Heritage conservation plans for vernacular Goan houses

The minister for Town and Country Planning Goa, Vijay Sardesai’s board has adopted and approved for a comprehensive development plan for the state. It outlays a major initiative towards heritage conservation in the form of “Goan Tinto Project”. Through this project, the government intends to make initiatives for building conservation and restoration. The inception of heritage walks is also being considered. The scheme would promote the rich architectural heritage and history of Goa. As part of the scheme, the Dambab Talli water-body is to be earmarked for conservation and beautification. Heritage conservation is being proposed for the Hospicio premises including the Fr. Miranda Centre.
The board is also formulating a scheme for intensive heritage homestays and hotels in the state.
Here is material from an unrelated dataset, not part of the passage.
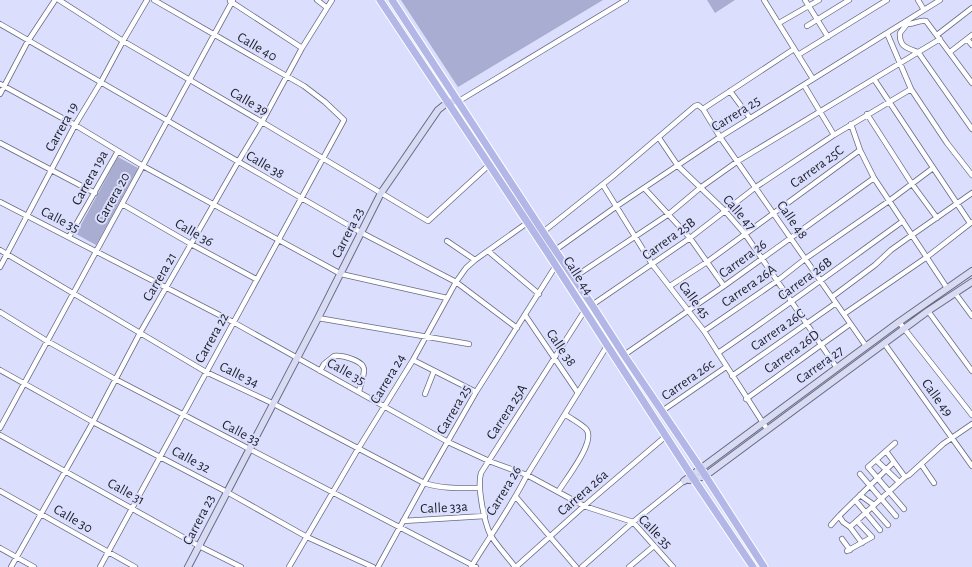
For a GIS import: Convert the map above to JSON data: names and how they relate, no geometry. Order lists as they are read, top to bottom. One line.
{"streets":{"main road":["Calle 44"],"street":["Calle 40","Calle 39","Carrera 25","Carrera 19","Calle 38","Carrera 25C","Carrera 19a","Carrera 20","Calle 47","Calle 35","Calle 48","Calle 36","Carrera 23","Carrera 25B","Carrera 26","Carrera 21","Carrera 26B","Carrera 26A","Calle 45","Carrera 26C","Carrera 22","Carrera 26D","Carrera 27","Calle 34","Carrera 24","Carrera 26c","Calle 49","Carrera 25A","Calle 33","Calle 32","Calle 31","Carrera 26a","Calle 33a","Calle 30"]},"crossings":[["Calle 40","Carrera 20"],["Calle 40","Carrera 21"],["Calle 40","Carrera 22"],["Calle 39","Carrera 19"],["Calle 39","Carrera 20"],["Calle 39","Carrera 23"],["Calle 39","Calle 44"],["Calle 39","Carrera 21"],["Calle 39","Carrera 22"],["Carrera 25","Calle 38"],["Carrera 25","Calle 47"],["Carrera 25","Calle 35"],["Carrera 25","Calle 48"],["Carrera 25","Calle 44"],["Carrera 25","Calle 45"],["Carrera 25","Calle 34"],["Carrera 25","Calle 33"],["Carrera 25","Calle 33a"],["Carrera 19","Calle 38"],["Carrera 19","Calle 35"],["Carrera 19","Calle 34"],["Calle 38","Carrera 20"],["Calle 38","Carrera 23"],["Calle 38","Carrera 26"],["Calle 38","Carrera 21"],["Calle 38","Carrera 22"],["Calle 38","Carrera 24"],["Calle 38","Carrera 25A"],["Carrera 25C","Calle 47"],["Carrera 25C","Calle 48"],["Carrera 25C","Calle 45"],["Carrera 19a","Calle 35"],["Carrera 20","Calle 35"],["Carrera 20","Calle 36"],["Carrera 20","Calle 34"],["Carrera 20","Calle 33"],["Carrera 20","Calle 32"],["Calle 47","Carrera 25B"],["Calle 47","Carrera 26"],["Calle 47","Carrera 26B"],["Calle 47","Carrera 26A"],["Calle 47","Carrera 26C"],["Calle 47","Carrera 26D"],["Calle 47","Carrera 27"],["Calle 35","Carrera 23"],["Calle 35","Carrera 26"],["Calle 35","Carrera 21"],["Calle 35","Carrera 22"],["Calle 35","Carrera 27"],["Calle 35","Carrera 24"],["Calle 35","Carrera 25A"],["Calle 35","Carrera 26a"],["Calle 48","Carrera 25B"],["Calle 48","Carrera 26"],["Calle 48","Carrera 26B"],["Calle 48","Carrera 26A"],["Calle 48","Carrera 26C"],["Calle 48","Carrera 26D"],["Calle 48","Carrera 27"],["Calle 36","Carrera 21"],["Calle 36","Carrera 22"],["Carrera 23","Calle 44"],["Carrera 23","Calle 34"],["Carrera 23","Calle 33"],["Carrera 23","Calle 32"],["Carrera 23","Calle 31"],["Carrera 25B","Calle 44"],["Carrera 25B","Calle 45"],["Carrera 26","Calle 44"],["Carrera 26","Calle 45"],["Carrera 26","Carrera 25A"],["Carrera 26","Calle 33"],["Calle 44","Carrera 27"],["Calle 44","Carrera 24"],["Calle 44","Carrera 26c"],["Calle 44","Carrera 25A"],["Calle 44","Carrera 26a"],["Carrera 21","Calle 34"],["Carrera 21","Calle 33"],["Carrera 21","Calle 32"],["Carrera 21","Calle 31"],["Carrera 21","Calle 30"],["Carrera 26B","Calle 45"],["Carrera 26A","Calle 45"],["Calle 45","Carrera 26C"],["Calle 45","Carrera 26D"],["Calle 45","Carrera 27"],["Calle 45","Carrera 26c"],["Carrera 22","Calle 34"],["Carrera 22","Calle 33"],["Carrera 22","Calle 32"],["Carrera 22","Calle 31"],["Carrera 22","Calle 30"],["Carrera 27","Calle 49"],["Calle 34","Carrera 24"],["Calle 34","Carrera 25A"],["Carrera 24","Calle 33"],["Carrera 24","Calle 32"],["Carrera 25A","Calle 33a"]]}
Therefore, they seek to conserve heritage houses that are built in the vernacular Goan style of architecture. Through this initiative, the board has attempted to reach out to those individuals who wish to restore their ancestral heritage houses but cannot do so. This is majorly for high-cost involvement which eventually leads to selling them off. The scheme would focus on alluring the interests of these heritage homeowners by providing them with tax exemptions for restoration projects. Moreover, it would also assist them in generating income for themselves through these restored houses by redeveloping them as homestays or hotels. The board is planning that it designs the scheme in accordance with the tourism development schemes. This is because heritage structures are a major tourist attraction across the state.
As quoted by the TCP Minister Mr Vijay Sardesai, the scheme derives its inspiration in Rajasthan. Many heritage buildings of vernacular architecture there, have been preserved and restored to their primitive glory. These buildings/ havelis are now being reused. They have been redeveloped into hotels to give heritage tourism a boost. This also serves as a medium for passive remuneration for the haveli owners. The scheme has emerged as a successful venture in Rajasthan by contributing significantly to its tourism economy.
Thereby, a similar module is to be proposed for implementation on heritage Goan houses. The TCP board is expecting that similar trends of economic growth would be achieved in Goa post the implementation of such a scheme. The restoration of such heritage structures would also promote vernacular ideas of construction. It would also develop an affinity of people towards monuments. The board is planning to put the idea forth chief minister of Goa as the scheme imposes financial implications on the state.